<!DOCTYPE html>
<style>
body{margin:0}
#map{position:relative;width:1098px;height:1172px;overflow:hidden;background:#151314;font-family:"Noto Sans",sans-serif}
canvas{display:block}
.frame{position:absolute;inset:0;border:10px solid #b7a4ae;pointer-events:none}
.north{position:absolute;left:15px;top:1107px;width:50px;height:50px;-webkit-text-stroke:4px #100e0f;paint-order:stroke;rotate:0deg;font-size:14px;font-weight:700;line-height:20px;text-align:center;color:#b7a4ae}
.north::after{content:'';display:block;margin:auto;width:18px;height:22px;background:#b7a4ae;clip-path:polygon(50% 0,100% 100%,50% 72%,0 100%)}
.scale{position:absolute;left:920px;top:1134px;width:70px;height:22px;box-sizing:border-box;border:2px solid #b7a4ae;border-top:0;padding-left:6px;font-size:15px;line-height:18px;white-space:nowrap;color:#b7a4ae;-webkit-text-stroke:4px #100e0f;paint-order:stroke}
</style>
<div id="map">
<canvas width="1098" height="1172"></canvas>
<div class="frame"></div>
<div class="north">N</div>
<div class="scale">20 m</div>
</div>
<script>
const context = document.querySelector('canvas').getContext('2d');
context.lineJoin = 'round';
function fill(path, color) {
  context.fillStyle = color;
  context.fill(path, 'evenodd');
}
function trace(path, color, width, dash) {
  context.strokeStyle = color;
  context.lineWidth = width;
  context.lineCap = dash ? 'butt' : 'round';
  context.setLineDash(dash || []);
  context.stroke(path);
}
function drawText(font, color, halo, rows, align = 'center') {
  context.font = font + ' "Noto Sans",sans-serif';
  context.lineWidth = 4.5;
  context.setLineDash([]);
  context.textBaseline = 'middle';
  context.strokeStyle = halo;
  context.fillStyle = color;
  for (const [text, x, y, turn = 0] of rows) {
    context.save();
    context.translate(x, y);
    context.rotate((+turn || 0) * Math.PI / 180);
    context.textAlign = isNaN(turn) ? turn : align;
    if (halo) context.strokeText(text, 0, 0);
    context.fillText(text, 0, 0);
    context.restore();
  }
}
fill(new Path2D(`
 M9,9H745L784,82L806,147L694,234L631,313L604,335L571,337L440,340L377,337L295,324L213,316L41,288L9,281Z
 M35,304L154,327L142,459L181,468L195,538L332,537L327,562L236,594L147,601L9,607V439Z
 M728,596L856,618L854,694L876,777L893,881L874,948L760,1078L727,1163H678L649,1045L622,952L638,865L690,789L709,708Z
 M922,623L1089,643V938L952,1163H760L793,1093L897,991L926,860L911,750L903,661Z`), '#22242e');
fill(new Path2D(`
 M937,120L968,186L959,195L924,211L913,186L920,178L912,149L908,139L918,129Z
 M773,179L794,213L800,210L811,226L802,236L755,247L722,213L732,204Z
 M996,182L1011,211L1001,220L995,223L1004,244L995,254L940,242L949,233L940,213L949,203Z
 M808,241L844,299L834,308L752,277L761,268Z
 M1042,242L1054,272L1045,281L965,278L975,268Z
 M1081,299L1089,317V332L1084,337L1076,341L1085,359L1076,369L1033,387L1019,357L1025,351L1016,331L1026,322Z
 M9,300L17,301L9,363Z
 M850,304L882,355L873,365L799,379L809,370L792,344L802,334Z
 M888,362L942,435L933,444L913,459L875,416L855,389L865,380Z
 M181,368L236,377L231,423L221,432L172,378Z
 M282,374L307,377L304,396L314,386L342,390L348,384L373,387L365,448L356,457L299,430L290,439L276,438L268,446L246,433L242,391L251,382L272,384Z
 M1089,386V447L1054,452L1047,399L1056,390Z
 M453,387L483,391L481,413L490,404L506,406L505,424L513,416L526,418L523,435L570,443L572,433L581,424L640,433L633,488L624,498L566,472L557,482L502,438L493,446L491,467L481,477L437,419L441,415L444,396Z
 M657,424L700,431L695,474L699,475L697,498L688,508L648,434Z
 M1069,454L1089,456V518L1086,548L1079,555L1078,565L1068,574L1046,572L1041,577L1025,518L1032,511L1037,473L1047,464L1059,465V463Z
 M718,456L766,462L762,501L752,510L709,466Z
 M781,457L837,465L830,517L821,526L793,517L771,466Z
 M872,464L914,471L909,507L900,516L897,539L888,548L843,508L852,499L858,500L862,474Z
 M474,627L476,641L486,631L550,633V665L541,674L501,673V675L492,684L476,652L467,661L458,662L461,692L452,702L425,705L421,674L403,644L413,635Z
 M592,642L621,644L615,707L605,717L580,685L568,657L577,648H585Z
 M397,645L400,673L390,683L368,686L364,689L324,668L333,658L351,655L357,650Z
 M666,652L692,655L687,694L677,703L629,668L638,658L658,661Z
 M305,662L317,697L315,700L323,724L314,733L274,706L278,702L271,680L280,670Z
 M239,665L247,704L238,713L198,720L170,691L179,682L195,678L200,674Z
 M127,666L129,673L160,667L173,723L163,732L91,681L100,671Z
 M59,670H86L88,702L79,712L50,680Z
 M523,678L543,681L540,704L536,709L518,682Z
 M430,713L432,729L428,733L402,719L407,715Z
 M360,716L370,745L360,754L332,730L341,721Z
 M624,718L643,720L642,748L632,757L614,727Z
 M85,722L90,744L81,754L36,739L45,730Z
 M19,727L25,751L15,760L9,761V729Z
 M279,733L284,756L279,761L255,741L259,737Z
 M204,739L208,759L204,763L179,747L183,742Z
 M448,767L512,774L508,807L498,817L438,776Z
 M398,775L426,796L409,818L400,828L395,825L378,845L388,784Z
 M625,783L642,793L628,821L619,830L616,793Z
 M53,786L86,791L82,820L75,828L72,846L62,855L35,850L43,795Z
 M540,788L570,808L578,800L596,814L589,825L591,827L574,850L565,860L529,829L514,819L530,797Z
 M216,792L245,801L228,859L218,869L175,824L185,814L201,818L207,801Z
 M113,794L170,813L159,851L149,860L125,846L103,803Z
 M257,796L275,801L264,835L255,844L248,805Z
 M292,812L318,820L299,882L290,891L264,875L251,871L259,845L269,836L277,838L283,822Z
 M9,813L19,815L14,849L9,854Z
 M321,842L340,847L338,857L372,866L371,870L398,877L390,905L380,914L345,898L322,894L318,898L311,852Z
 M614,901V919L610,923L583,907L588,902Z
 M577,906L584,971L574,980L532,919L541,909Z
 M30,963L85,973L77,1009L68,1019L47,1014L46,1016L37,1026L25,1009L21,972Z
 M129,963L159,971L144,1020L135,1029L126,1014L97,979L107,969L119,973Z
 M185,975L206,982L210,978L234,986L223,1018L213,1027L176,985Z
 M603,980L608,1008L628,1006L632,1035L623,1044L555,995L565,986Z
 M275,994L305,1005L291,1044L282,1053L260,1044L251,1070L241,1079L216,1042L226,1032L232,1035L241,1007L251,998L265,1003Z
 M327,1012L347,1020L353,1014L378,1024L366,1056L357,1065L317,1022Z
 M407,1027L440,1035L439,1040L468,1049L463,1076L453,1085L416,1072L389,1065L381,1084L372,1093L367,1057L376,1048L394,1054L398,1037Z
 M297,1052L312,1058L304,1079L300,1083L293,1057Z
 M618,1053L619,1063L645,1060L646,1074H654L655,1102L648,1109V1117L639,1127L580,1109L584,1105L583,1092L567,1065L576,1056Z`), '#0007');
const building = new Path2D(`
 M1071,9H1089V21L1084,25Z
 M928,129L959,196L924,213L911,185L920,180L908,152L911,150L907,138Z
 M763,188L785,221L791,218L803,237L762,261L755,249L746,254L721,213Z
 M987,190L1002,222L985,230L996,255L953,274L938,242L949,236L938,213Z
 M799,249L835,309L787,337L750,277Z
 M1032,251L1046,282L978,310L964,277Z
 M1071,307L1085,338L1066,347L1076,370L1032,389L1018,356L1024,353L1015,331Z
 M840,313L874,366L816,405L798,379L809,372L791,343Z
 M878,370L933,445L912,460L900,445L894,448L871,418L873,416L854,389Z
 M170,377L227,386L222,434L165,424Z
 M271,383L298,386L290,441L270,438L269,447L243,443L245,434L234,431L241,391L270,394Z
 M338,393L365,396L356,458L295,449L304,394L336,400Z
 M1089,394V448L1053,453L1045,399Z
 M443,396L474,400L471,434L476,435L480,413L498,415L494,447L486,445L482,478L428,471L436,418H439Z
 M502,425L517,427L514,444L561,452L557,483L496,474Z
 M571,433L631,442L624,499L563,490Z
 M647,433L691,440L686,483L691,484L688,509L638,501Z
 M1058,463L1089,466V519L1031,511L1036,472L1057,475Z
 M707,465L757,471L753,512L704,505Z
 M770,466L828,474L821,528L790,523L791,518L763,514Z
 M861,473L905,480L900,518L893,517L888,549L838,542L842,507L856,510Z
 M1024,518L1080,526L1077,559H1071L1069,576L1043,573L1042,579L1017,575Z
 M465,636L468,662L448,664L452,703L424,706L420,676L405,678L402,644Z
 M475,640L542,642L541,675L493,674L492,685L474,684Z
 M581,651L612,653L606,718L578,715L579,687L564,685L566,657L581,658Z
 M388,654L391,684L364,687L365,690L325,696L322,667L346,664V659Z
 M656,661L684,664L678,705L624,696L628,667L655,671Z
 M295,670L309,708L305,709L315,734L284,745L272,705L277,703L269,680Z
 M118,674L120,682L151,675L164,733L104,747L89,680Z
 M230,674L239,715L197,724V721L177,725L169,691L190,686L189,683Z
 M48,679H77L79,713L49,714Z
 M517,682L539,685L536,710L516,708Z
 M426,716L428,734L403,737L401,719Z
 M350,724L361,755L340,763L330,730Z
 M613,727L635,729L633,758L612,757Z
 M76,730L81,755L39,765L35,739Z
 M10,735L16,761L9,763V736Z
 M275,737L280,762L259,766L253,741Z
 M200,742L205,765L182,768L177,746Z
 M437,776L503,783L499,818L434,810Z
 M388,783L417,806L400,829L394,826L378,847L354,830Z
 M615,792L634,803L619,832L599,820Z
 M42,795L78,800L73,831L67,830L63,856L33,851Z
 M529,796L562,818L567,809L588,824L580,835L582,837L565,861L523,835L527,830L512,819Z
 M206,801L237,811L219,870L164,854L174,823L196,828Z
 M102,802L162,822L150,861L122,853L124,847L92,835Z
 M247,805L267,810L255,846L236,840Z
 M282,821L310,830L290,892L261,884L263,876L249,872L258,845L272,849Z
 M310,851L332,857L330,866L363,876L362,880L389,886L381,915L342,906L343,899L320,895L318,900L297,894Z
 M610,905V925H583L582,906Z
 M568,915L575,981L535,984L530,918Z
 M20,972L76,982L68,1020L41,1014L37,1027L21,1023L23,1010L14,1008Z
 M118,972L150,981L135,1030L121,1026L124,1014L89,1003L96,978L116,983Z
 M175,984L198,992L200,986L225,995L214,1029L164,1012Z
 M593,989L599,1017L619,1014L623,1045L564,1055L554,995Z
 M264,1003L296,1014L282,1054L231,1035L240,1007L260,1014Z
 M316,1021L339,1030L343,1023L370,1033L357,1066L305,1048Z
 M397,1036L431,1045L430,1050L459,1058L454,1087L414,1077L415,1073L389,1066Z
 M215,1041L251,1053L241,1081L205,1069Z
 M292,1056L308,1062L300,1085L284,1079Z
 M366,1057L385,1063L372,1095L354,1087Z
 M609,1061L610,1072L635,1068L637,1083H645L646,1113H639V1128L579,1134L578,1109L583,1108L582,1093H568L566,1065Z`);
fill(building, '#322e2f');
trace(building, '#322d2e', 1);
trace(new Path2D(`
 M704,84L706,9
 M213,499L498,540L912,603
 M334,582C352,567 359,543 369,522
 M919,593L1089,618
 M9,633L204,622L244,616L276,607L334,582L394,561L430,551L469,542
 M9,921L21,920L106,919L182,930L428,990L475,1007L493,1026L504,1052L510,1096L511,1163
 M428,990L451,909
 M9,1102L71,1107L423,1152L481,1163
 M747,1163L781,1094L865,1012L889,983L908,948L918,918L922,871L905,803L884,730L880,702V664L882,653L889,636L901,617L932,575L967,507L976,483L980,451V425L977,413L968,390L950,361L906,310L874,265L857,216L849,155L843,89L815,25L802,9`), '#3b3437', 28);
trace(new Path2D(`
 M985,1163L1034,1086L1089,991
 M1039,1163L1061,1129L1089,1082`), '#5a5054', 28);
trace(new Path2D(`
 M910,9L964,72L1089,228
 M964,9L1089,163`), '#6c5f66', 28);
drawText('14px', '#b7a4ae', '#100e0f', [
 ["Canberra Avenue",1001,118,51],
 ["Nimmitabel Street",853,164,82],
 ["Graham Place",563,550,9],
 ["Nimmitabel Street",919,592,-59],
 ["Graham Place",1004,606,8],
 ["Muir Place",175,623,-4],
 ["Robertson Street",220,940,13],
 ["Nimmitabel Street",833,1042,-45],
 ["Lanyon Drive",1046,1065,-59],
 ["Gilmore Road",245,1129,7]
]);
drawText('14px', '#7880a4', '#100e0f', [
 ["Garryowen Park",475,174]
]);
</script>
┄┄┄┄┄┄┄┄┄┄┄┄┄┄┄┄┄┄┄┄
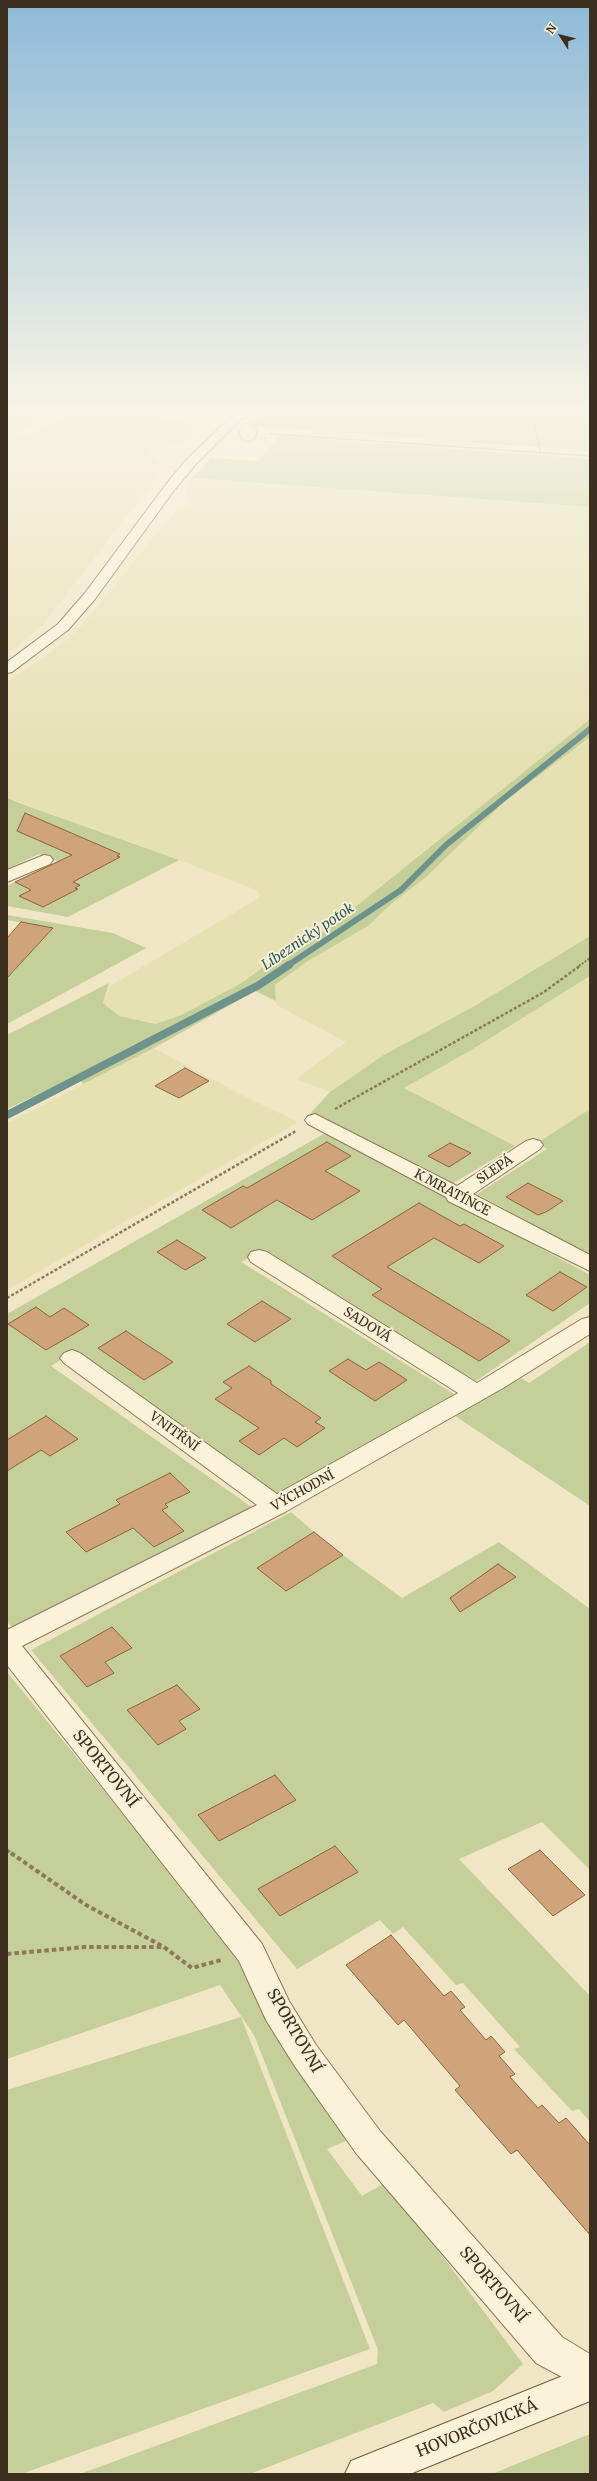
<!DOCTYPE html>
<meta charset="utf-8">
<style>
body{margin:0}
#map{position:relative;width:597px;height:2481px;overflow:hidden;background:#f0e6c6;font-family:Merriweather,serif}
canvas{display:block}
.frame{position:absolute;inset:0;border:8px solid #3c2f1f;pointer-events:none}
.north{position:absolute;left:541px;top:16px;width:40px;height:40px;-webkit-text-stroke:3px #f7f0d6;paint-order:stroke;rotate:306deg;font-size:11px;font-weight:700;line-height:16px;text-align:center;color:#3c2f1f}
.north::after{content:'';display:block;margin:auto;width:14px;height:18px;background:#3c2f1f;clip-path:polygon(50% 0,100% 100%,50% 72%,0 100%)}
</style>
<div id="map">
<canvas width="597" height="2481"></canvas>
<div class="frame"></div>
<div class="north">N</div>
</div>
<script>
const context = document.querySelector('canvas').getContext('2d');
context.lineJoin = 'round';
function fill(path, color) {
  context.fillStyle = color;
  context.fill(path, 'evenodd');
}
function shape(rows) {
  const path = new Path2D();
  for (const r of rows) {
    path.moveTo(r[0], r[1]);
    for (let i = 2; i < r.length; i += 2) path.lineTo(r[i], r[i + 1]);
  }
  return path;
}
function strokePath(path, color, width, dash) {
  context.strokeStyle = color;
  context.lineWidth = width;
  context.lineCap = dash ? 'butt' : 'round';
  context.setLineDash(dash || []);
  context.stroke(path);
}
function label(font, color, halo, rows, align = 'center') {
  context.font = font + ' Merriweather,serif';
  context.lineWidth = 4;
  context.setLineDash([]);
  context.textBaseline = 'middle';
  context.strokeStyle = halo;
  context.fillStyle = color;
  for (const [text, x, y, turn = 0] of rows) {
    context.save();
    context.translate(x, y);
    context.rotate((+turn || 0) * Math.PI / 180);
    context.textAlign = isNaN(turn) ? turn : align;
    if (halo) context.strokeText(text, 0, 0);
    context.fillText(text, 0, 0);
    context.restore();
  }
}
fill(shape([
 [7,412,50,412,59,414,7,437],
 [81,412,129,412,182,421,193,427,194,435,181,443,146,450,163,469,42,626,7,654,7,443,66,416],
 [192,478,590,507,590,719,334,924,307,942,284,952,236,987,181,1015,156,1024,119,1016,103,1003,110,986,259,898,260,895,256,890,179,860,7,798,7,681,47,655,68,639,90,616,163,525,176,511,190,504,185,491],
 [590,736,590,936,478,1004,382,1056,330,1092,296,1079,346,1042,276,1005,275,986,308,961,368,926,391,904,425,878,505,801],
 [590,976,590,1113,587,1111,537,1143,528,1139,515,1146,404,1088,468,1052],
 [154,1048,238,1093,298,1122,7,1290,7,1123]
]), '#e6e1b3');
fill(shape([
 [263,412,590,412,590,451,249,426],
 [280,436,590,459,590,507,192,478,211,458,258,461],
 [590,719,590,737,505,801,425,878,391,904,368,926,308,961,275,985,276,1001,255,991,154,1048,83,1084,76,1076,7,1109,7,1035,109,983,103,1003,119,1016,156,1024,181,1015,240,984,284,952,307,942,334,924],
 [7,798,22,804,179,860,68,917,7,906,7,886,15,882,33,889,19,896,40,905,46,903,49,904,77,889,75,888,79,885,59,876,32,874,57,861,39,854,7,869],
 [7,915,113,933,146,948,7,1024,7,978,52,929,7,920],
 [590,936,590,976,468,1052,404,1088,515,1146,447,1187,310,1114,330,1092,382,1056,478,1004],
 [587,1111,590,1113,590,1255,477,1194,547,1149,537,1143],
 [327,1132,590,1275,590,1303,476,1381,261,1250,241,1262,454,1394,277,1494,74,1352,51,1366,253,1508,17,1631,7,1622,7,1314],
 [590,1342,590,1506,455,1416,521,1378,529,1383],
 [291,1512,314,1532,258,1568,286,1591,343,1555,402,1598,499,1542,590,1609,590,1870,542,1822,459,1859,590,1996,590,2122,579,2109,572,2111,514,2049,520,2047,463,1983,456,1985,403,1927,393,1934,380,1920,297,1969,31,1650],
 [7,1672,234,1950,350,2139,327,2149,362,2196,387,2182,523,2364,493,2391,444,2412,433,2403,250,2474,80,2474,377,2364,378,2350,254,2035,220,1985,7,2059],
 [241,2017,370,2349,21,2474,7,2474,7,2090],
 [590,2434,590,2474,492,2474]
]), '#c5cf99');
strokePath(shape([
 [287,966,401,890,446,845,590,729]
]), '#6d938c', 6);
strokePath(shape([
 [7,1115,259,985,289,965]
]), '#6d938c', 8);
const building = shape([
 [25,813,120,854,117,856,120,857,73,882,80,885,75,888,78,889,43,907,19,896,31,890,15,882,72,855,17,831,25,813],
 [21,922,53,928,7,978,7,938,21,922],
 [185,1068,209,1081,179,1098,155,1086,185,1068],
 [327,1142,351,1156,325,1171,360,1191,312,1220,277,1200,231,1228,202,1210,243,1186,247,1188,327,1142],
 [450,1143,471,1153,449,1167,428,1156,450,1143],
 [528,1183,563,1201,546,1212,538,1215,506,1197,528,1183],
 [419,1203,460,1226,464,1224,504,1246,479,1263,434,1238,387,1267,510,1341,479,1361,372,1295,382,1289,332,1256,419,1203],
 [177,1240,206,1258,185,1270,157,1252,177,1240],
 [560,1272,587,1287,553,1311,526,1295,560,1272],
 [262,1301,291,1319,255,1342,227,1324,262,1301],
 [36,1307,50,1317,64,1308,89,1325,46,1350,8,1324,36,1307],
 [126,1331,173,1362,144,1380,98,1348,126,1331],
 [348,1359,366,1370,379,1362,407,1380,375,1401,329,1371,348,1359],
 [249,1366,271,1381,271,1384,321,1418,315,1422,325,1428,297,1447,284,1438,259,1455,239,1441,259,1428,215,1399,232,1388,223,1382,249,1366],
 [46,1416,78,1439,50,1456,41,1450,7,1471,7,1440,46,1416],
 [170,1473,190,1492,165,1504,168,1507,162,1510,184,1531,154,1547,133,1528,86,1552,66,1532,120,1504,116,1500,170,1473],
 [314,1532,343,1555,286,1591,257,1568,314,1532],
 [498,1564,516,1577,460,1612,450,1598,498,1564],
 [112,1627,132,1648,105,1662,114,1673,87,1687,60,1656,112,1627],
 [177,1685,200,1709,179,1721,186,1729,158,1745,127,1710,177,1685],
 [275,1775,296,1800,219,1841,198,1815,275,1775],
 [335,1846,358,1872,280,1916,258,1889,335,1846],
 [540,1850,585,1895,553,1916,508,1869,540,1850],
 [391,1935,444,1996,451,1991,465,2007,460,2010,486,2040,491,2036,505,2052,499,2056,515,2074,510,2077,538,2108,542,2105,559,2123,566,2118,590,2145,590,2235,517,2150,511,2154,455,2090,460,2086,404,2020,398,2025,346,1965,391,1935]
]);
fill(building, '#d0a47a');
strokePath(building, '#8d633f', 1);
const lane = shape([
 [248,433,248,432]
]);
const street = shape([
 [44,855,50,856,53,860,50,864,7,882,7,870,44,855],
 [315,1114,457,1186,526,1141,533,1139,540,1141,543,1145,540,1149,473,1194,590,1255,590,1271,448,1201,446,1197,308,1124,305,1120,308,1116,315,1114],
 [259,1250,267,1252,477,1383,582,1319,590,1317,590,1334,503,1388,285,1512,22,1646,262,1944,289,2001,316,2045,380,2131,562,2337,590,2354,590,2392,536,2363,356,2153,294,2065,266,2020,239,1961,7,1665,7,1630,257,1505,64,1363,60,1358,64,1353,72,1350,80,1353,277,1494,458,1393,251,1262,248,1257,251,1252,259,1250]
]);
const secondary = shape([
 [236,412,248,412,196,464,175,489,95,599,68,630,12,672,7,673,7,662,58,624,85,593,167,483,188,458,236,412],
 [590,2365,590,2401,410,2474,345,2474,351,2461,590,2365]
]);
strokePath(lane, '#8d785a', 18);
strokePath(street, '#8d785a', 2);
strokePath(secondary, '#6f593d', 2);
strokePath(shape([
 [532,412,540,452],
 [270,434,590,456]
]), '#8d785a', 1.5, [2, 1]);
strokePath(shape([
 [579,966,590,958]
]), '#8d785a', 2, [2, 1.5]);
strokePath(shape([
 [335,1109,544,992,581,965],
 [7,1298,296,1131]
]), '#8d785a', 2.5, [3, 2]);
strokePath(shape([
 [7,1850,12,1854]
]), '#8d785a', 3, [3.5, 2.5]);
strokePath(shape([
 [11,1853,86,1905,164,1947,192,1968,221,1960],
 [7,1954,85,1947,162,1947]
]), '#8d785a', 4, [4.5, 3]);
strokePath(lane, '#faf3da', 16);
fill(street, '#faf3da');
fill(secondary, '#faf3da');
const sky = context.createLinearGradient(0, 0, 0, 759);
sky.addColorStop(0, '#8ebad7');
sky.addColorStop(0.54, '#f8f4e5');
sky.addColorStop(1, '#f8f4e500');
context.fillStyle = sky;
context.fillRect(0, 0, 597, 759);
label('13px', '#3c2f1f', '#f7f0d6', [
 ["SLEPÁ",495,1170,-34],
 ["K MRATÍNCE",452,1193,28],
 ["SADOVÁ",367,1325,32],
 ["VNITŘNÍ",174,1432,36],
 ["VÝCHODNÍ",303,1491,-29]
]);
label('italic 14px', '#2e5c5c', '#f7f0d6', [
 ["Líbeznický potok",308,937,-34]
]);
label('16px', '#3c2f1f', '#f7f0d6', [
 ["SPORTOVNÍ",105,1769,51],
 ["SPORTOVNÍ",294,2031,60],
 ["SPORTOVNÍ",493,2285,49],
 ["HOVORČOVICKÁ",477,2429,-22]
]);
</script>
┄┄┄┄┄┄┄┄┄┄┄┄┄┄┄┄┄┄┄┄
Report only the number of lines in the listing that contain the word "rows".

6